Jeremy Hearn, the Liberal candidate in the Labor-held Melbourne seat of Isaacs has apologised for the comments, in which he argued Muslims should be prevented from getting Australian citizenship because they were trying to replace Australia’s system of government with Islamic sharia law.
The remarks, made last year in the comments section of Quadrant magazine’s website and unearthed by the Herald Sun, have been rapidly condemned by Liberal Party figures who said the views have no place in their party.
After the comments were reported, Hearn apologised “unreservedly” and said the sentiments were “entirely wrong”.
A Liberal Party spokesperson said the party’s Victorian administrative committee was “moving this morning to cancel Hearn’s endorsement”.
Shadow attorney-general Mark Dreyfus, the member for Isaacs said the Liberal Party had to sack Hearn to prove it was “still something approaching a mainstream party”.
He congratulated the Liberals for moving to cancel the candidate’s endorsement but questioned why Hearn had been preselected after publicly expressing the “abhorrent Islamophobic views”.
Isaacs, in Melbourne’s south-east, is held by Dreyfus on a slim margin of 3 per cent.
Early voting for the election has already started and Hearn will remain on the ballot papers but he will no longer campaign with the resources and backing of the Liberal Party.

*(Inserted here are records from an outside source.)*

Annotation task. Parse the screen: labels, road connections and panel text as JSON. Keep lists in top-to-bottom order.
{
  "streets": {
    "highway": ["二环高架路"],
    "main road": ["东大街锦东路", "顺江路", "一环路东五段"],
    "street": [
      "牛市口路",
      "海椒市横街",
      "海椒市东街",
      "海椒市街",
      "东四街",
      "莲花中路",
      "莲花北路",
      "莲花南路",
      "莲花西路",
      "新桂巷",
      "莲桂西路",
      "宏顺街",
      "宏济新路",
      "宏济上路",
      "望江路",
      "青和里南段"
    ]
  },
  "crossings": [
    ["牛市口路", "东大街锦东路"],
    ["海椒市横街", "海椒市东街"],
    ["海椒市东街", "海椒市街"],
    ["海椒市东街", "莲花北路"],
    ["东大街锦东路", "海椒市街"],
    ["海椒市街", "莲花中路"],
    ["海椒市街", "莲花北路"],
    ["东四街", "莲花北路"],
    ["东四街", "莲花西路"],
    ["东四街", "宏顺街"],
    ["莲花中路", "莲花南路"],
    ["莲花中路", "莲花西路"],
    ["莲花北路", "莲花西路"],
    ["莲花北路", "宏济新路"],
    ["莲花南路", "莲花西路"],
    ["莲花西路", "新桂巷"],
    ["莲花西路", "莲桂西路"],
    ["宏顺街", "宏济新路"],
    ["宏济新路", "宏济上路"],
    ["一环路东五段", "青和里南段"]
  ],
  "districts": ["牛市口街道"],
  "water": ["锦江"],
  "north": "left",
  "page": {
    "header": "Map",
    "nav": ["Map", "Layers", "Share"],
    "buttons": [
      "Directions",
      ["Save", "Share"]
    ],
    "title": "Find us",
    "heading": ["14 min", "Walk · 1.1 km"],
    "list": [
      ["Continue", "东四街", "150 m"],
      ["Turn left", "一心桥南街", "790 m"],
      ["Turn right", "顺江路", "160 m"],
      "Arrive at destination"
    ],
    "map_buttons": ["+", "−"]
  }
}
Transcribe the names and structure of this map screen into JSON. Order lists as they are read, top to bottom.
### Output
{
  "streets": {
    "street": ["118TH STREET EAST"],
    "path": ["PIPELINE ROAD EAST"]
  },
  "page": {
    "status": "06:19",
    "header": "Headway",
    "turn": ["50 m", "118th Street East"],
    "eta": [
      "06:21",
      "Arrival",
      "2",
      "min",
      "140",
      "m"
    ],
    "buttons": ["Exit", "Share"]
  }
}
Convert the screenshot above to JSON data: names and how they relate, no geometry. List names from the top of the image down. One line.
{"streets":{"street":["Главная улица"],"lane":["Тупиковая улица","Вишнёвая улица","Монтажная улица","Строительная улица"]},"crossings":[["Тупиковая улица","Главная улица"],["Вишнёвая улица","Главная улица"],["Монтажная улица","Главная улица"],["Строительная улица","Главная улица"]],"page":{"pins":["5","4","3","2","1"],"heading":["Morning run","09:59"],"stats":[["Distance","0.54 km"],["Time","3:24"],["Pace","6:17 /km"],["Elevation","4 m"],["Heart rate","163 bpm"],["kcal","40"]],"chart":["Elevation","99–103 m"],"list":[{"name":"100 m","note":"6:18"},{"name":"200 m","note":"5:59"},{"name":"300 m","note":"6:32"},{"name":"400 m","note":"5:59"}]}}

The controversy surrounding Hearn has come as two Liberal MPs face questions about an encounter with far-right activist Neil Erikson in Perth last year.
Erikson has said he met MPs Ian Goodenough and Andrew Hastie at a rally supporting white South African farmers.
Goodenough has confirmed Erikson approached him and Hastie at the rally but said they were not aware of who he was. Mr Hastie has declined to answer questions about the incident.
On Wednesday, Dreyfus said Erikson was “someone else with repulsive, Islamophobic views” and a convicted criminal.